If you are a mother who is living and breathing, I’m pretty sure that you have some mommy regret too. Mommy regret is as prevalent among moms as runny noses among children. Perhaps you feel like a failure. You probably see every area where you fall short and you don’t feel good enough. Most likely you compare yourself to your friends that make motherhood look so easy. Then you compare your children to theirs and you feel even more inadequate.
And like me, you probably feel like you are a bad mother.
When I reflect on raising my children, I don’t think of the constant sacrifices that I made to provide them with a loving home, food and shelter, and a home education. I think of my colossal mistakes. My royal failures. My constant screw-ups.
I remember raising my voice at my son when he was acting like a limp noodle while I was trying to dress him.
I remember angrily slamming the van door so hard that it bounced back open.
I remember pitching a fit whenever my daughter spilled hot pink nail polish on our creamy white carpet.
I think of the turmoil that erupted when teenage dating began.
I remember refusing to nurse my infant son when I had postpartum depression.
I remember some things that I am too ashamed to even write.
My silent fear was that I was such a bad mother that Social Services would show up at my door at any moment to take my children away from me. I’m sure you have some bad memories, too…some that you wish you could forget.
Some of you may still be in the midst of raising little ones, and some may now be mothering your adult children. I think that wherever we are in our mommy journey, we need to realize that motherhood consists of good days and bad days. Successes and failures. Proud moments and those we regret. It just does. We are human, after all.

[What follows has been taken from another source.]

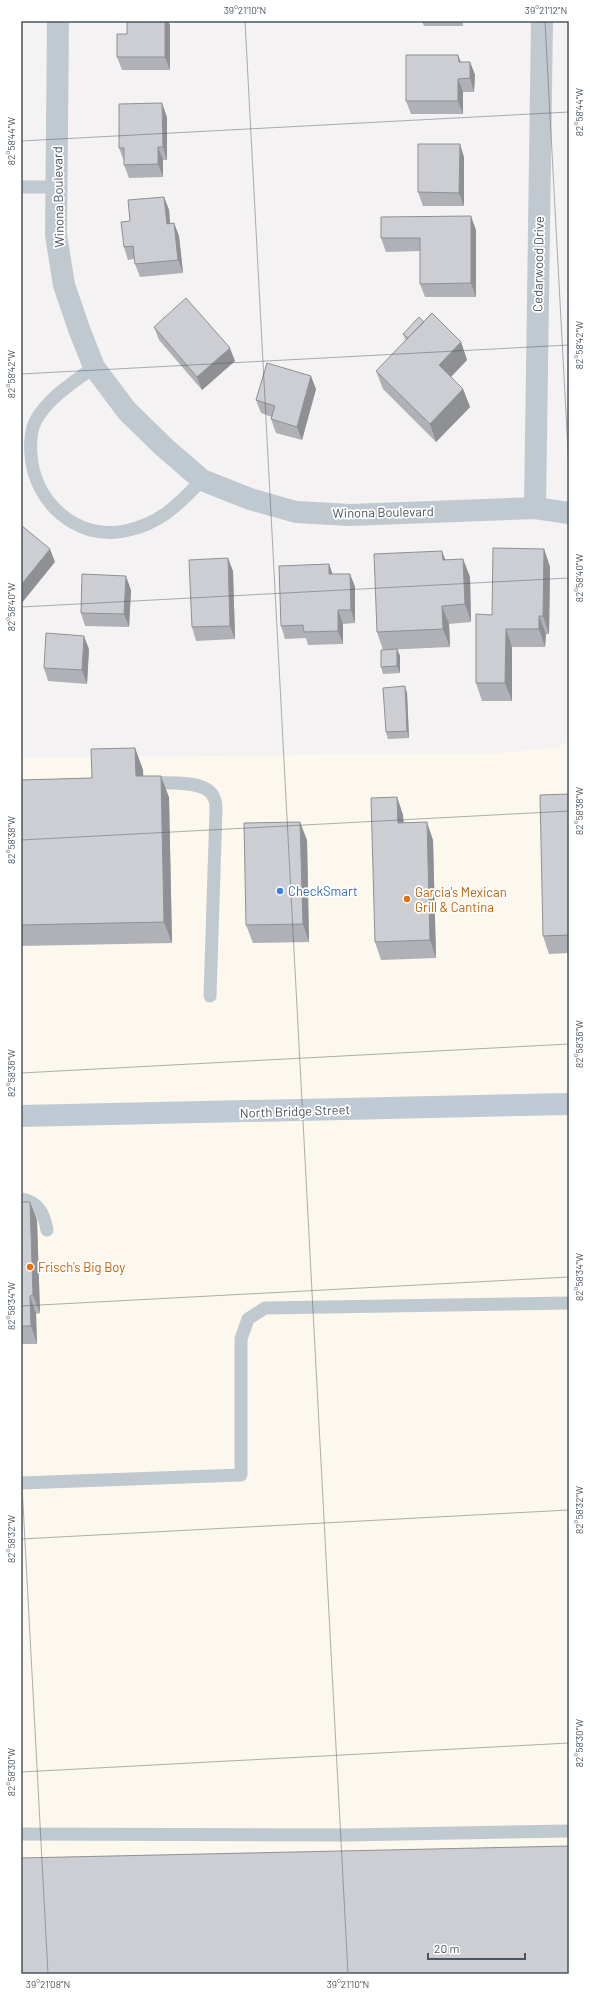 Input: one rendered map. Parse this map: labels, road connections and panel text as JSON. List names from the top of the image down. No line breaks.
{"streets":{"main road":["North Bridge Street"],"street":["Winona Boulevard","Cedarwood Drive"]},"crossings":[["Winona Boulevard","Cedarwood Drive"]],"places":["CheckSmart","Garcia's Mexican Grill & Cantina","Frisch's Big Boy"],"scale_bar":"20 m","coordinates":["39°21'10\"N","39°21'12\"N","82°58'44\"W","82°58'42\"W","82°58'40\"W","82°58'38\"W","82°58'36\"W","82°58'34\"W","82°58'32\"W","82°58'30\"W","39°21'08\"N"]} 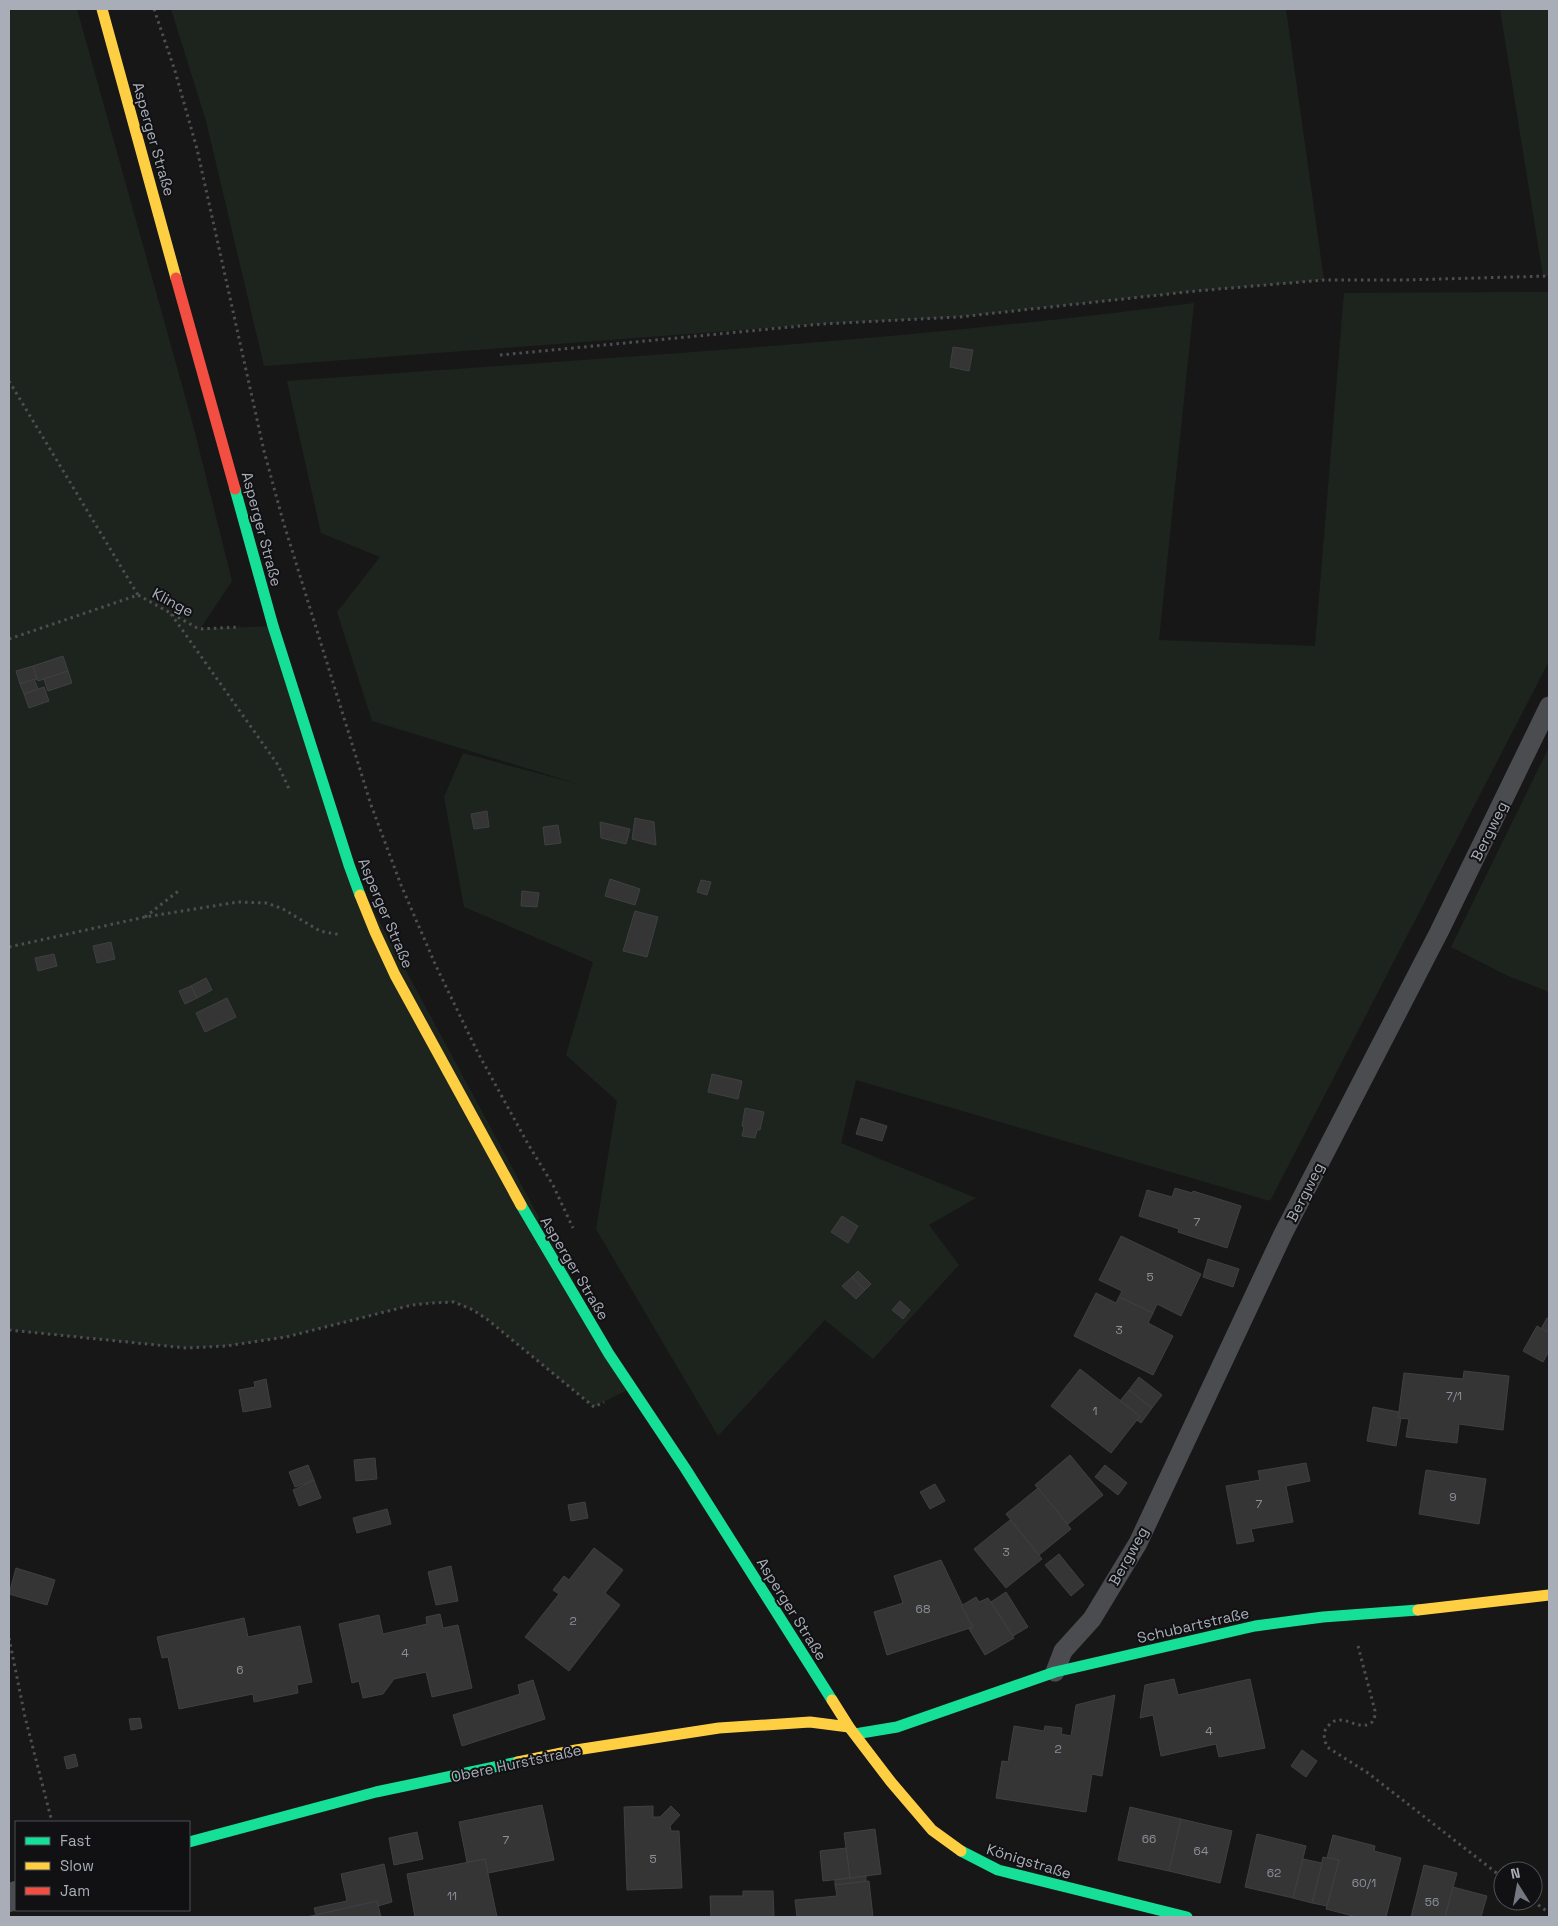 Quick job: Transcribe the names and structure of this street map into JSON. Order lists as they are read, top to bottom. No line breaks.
{"streets":{"main road":["Asperger Straße","Schubartstraße","Obere Hurststraße","Königstraße"],"lane":["Bergweg"],"path":["Klinge"]},"crossings":[["Asperger Straße","Klinge"],["Asperger Straße","Schubartstraße"],["Asperger Straße","Obere Hurststraße"],["Asperger Straße","Königstraße"],["Bergweg","Schubartstraße"],["Schubartstraße","Obere Hurststraße"],["Schubartstraße","Königstraße"],["Obere Hurststraße","Königstraße"]],"house_numbers":["7","5","3","7/1","1","9","7","3","68","2","4","6","4","2","66","7","64","5","62","60/1","11","56"],"legend":["Fast","Slow","Jam"],"north":"top"}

Motherhood is like a two-sided coin. One side is imprinted with the colossal failures. This side is dark and dirty and dull and reminds us of our failures. It represents the moments we would rather forget. The raised voices, the slaps, the times we said “no” when we could have said “yes.”
The other side of the coin is ingrained with our many successes. The college graduation, the heart-to-heart talk, the day dinner was on the table when we were an emotional wreck. This side is bright and shiny and attractive and does not condemn us.
When you look back at your motherhood, which side of the coin will you see? We can choose to focus on our failures or we can celebrate our successes.
I’ve spent enough time dwelling on my failures that I’ve forgotten my successes. But there were successes. I saw them in my scrapbook.
And in your motherhood journey, scattered among your failures, are your triumphs. The day that you got out of bed to serve your family when you were sick. The time that you drove your daughter to practice instead of having coffee with a friend. The night you stayed up late comforting a heartbroken teenager. Those, my friends, are triumphs. Every time we chose to serve our children instead of ourselves, we were victorious.
If you, like me, have been living with the self-imposed identity of “horrible mother” and “failure,” will you join me in flipping over that coin of motherhood? To do this, you have to accept that there were areas where you failed. It happened, it is in the past, and you can’t change it. Forgive yourself, and ask forgiveness if you need to. God’s grace covers it now.
You will have to search your memories for the buried successes. Look through some pictures or watch some home videos. You will find your moments of sacrifice and service. You will see times when you were a “good mother.” You weren’t as bad as you think you were. And neither was I.
Let’s flip that coin of our motherhood memories to the shiny side that is bright and beautiful and silent. We may have had failures, but we also had successes and sacrifices. Let’s remember those.